Stored data
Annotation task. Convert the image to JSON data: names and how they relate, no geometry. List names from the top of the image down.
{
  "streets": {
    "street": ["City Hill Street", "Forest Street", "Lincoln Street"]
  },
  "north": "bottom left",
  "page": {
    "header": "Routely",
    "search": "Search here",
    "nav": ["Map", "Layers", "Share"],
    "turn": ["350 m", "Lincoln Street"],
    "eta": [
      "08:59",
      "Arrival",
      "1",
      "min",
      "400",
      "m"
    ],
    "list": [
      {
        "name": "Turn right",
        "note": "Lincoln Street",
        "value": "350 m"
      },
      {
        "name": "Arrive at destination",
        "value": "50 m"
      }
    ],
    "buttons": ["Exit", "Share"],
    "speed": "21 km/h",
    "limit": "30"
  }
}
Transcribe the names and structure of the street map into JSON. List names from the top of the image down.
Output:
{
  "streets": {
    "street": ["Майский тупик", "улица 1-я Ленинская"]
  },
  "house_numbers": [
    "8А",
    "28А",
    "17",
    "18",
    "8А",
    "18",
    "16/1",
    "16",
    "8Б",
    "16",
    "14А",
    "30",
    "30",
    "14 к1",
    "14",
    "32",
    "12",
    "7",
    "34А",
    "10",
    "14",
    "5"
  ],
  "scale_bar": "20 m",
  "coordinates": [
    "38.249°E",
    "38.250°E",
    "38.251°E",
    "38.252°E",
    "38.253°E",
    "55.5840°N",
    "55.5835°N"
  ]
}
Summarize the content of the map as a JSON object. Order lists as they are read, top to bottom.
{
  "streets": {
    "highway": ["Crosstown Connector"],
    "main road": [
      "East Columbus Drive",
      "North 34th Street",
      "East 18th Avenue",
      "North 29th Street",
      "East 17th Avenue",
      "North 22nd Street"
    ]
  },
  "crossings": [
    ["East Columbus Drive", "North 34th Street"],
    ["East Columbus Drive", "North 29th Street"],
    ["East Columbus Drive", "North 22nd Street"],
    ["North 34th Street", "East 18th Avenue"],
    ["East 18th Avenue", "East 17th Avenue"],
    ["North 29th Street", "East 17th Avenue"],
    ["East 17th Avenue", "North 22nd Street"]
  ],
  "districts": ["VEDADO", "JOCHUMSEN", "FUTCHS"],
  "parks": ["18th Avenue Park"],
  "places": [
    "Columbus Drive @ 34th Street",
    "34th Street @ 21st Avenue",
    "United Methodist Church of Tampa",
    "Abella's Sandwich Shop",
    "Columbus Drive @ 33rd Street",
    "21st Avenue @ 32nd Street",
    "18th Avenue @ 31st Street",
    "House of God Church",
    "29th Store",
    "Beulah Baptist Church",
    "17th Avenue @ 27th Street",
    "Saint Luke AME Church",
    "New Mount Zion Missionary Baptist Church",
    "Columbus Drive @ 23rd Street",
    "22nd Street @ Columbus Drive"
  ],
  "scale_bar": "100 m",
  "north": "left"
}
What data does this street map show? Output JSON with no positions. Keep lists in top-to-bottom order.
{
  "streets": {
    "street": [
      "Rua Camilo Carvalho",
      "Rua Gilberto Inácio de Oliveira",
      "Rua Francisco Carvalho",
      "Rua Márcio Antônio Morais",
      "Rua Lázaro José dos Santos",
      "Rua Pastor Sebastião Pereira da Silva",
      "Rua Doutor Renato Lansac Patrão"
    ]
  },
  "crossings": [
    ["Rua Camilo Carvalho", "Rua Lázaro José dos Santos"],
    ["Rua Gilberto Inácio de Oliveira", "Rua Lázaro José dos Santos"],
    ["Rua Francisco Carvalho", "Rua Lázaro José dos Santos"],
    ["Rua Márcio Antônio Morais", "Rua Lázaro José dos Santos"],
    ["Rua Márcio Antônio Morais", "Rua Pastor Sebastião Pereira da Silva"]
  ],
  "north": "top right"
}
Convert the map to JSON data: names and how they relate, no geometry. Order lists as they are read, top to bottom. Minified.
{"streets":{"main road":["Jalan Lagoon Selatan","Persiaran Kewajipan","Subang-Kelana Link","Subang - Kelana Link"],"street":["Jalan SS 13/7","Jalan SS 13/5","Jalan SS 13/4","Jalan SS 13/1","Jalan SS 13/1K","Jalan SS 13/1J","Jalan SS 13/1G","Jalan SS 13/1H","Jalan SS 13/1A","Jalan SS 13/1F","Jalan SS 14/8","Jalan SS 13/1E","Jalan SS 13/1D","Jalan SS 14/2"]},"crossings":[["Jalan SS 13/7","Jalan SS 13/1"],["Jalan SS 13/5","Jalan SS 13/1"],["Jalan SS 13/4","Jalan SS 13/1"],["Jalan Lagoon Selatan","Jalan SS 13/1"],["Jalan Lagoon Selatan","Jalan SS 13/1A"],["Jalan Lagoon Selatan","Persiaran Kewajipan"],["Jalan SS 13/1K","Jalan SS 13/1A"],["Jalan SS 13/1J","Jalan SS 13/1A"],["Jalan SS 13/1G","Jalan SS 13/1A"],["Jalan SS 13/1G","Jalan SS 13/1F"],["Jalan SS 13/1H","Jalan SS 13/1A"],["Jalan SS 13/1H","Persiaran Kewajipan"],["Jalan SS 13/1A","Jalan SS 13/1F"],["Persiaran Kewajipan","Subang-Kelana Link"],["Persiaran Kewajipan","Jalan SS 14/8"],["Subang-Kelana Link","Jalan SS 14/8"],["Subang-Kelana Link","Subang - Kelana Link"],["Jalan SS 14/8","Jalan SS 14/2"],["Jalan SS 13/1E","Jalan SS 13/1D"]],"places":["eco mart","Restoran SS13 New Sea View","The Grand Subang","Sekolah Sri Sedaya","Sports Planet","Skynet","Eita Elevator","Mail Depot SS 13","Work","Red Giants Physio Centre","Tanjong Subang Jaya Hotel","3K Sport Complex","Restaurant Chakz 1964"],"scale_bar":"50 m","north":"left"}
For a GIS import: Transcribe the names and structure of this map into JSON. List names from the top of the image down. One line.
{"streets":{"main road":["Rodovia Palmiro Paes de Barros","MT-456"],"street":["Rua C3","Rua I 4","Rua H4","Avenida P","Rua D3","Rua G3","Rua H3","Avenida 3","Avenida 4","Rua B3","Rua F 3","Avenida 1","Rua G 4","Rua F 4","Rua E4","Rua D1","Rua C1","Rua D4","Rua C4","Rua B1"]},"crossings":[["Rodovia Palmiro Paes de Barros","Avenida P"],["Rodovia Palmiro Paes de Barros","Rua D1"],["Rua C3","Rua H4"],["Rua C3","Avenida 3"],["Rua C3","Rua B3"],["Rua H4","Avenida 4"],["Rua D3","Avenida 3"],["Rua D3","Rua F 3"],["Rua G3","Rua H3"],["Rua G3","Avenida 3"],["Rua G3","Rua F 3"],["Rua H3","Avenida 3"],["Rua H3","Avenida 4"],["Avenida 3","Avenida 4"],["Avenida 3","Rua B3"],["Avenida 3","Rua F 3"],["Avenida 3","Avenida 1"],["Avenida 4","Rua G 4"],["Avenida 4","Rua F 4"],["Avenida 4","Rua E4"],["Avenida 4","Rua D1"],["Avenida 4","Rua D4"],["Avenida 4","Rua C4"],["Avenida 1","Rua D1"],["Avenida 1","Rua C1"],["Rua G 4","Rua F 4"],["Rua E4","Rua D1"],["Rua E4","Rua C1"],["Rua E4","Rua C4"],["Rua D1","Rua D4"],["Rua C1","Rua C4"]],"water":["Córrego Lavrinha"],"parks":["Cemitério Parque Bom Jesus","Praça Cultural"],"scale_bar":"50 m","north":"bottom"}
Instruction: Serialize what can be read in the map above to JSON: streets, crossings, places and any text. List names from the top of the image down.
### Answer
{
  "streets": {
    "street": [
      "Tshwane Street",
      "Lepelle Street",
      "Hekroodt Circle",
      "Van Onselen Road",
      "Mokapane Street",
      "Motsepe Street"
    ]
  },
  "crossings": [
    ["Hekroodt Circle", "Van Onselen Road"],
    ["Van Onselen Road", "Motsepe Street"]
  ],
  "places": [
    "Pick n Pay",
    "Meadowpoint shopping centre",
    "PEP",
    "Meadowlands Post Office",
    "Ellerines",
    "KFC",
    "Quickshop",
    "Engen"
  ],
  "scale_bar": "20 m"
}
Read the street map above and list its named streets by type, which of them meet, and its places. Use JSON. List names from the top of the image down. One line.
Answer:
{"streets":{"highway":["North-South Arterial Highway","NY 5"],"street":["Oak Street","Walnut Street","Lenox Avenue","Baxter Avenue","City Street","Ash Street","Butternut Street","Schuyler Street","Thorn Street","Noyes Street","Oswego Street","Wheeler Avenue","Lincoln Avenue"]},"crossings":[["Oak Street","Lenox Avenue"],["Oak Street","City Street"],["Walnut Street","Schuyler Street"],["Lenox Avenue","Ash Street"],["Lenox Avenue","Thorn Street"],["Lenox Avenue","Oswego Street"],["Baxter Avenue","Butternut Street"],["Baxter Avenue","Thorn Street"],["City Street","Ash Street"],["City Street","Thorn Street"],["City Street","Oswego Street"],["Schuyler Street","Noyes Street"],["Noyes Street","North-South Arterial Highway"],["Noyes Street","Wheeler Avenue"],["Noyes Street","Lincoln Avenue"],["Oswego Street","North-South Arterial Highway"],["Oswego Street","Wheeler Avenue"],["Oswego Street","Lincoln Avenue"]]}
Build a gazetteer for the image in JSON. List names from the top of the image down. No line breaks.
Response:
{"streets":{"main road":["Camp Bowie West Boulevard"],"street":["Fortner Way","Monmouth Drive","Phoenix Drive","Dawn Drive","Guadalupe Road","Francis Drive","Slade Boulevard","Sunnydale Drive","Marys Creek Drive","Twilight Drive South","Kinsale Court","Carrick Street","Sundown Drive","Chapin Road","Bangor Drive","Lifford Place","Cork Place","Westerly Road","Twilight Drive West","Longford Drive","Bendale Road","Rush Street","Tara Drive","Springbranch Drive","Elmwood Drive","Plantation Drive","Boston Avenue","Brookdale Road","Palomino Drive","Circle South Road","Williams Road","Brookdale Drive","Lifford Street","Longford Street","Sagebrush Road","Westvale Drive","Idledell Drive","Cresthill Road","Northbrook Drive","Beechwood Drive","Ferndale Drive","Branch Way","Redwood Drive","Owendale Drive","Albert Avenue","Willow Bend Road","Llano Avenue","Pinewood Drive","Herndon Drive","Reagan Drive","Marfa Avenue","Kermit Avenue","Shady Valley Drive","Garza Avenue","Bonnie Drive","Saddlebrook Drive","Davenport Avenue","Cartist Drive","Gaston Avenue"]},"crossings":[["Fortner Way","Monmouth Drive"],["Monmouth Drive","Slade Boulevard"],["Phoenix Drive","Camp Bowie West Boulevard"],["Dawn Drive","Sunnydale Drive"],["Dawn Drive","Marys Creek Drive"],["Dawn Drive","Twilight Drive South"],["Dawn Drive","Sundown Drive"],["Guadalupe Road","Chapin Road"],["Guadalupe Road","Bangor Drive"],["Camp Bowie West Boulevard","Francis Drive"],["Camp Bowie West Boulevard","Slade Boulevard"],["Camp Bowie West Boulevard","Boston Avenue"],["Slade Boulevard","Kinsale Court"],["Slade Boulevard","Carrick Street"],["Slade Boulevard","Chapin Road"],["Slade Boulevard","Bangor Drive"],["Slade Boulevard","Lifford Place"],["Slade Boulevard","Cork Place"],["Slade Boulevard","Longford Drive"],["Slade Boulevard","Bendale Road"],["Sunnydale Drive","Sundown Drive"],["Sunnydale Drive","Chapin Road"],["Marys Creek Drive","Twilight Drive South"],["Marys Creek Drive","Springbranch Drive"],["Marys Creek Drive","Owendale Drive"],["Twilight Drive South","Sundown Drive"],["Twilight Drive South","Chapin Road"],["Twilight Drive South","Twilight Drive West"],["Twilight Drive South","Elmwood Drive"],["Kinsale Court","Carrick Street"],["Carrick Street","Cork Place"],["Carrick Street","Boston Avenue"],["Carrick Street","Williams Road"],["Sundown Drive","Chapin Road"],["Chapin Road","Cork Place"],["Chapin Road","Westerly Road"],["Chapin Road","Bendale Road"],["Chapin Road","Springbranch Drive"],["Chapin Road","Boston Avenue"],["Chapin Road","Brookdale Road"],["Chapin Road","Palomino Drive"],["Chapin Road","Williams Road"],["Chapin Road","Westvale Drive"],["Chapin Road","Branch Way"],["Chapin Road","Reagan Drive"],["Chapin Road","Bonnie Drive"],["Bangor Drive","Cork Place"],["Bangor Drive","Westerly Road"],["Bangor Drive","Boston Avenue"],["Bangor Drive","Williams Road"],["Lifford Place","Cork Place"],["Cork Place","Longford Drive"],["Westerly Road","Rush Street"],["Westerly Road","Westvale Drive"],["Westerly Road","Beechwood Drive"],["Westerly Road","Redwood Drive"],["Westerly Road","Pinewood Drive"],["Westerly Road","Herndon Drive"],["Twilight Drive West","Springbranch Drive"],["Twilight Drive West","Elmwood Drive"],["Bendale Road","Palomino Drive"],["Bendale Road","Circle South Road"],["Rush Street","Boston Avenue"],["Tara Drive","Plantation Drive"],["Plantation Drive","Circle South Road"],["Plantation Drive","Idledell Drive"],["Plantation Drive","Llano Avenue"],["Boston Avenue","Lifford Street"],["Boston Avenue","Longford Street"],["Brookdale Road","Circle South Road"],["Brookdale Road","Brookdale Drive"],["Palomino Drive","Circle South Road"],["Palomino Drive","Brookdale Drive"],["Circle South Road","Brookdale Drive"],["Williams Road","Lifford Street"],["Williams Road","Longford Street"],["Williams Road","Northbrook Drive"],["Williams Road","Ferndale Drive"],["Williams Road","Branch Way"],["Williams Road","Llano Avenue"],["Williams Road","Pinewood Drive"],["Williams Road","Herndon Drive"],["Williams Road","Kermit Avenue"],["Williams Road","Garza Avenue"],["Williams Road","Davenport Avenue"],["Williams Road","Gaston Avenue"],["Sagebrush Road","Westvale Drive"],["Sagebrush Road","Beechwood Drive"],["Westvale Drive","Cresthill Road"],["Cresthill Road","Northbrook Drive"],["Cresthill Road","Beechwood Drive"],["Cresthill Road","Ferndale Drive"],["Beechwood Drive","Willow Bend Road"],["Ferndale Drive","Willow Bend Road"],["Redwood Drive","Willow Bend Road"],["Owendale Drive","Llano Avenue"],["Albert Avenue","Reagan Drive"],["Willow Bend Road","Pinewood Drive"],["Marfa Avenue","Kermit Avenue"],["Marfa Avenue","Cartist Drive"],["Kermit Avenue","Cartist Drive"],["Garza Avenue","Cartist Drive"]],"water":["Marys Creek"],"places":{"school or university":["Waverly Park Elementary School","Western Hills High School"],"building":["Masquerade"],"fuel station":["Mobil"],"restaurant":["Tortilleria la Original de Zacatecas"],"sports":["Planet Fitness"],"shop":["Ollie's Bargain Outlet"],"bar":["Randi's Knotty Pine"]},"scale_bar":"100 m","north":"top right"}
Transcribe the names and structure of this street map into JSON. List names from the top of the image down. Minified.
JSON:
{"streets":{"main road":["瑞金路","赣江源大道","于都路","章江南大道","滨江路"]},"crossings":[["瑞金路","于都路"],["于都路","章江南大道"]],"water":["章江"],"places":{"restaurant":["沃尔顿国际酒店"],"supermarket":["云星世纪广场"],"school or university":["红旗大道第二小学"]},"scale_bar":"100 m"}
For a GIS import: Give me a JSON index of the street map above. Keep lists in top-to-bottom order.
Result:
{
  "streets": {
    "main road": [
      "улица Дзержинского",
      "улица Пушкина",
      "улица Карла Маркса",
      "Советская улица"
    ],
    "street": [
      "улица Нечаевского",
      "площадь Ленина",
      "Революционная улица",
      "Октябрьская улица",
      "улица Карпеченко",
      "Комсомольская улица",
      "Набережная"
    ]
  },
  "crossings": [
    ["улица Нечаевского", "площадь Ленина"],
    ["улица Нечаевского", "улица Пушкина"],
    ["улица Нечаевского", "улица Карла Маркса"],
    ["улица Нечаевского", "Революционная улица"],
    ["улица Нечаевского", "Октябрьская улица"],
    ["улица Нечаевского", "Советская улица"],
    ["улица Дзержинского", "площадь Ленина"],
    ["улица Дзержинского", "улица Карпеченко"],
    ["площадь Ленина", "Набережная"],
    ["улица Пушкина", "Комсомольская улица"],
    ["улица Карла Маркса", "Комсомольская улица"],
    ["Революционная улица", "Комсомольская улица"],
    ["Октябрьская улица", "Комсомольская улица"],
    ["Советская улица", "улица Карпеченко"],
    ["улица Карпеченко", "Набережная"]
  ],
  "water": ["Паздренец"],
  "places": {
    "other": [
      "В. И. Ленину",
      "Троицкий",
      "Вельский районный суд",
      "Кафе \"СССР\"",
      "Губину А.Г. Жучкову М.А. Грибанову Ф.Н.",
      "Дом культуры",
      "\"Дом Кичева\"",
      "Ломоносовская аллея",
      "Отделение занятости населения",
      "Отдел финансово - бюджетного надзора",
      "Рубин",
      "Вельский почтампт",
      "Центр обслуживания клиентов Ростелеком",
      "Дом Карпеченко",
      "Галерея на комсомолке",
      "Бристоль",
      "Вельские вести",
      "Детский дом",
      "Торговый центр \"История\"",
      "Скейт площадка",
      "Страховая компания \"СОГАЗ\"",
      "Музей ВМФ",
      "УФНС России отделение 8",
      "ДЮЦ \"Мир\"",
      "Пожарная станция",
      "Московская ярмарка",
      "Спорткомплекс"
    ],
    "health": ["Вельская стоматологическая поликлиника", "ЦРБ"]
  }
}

What you are asked to do: All lines above containing the string "Carvalho": copy each one.

Result for this task:
      "Rua Camilo Carvalho",
      "Rua Francisco Carvalho",
    ["Rua Camilo Carvalho", "Rua Lázaro José dos Santos"],
    ["Rua Francisco Carvalho", "Rua Lázaro José dos Santos"],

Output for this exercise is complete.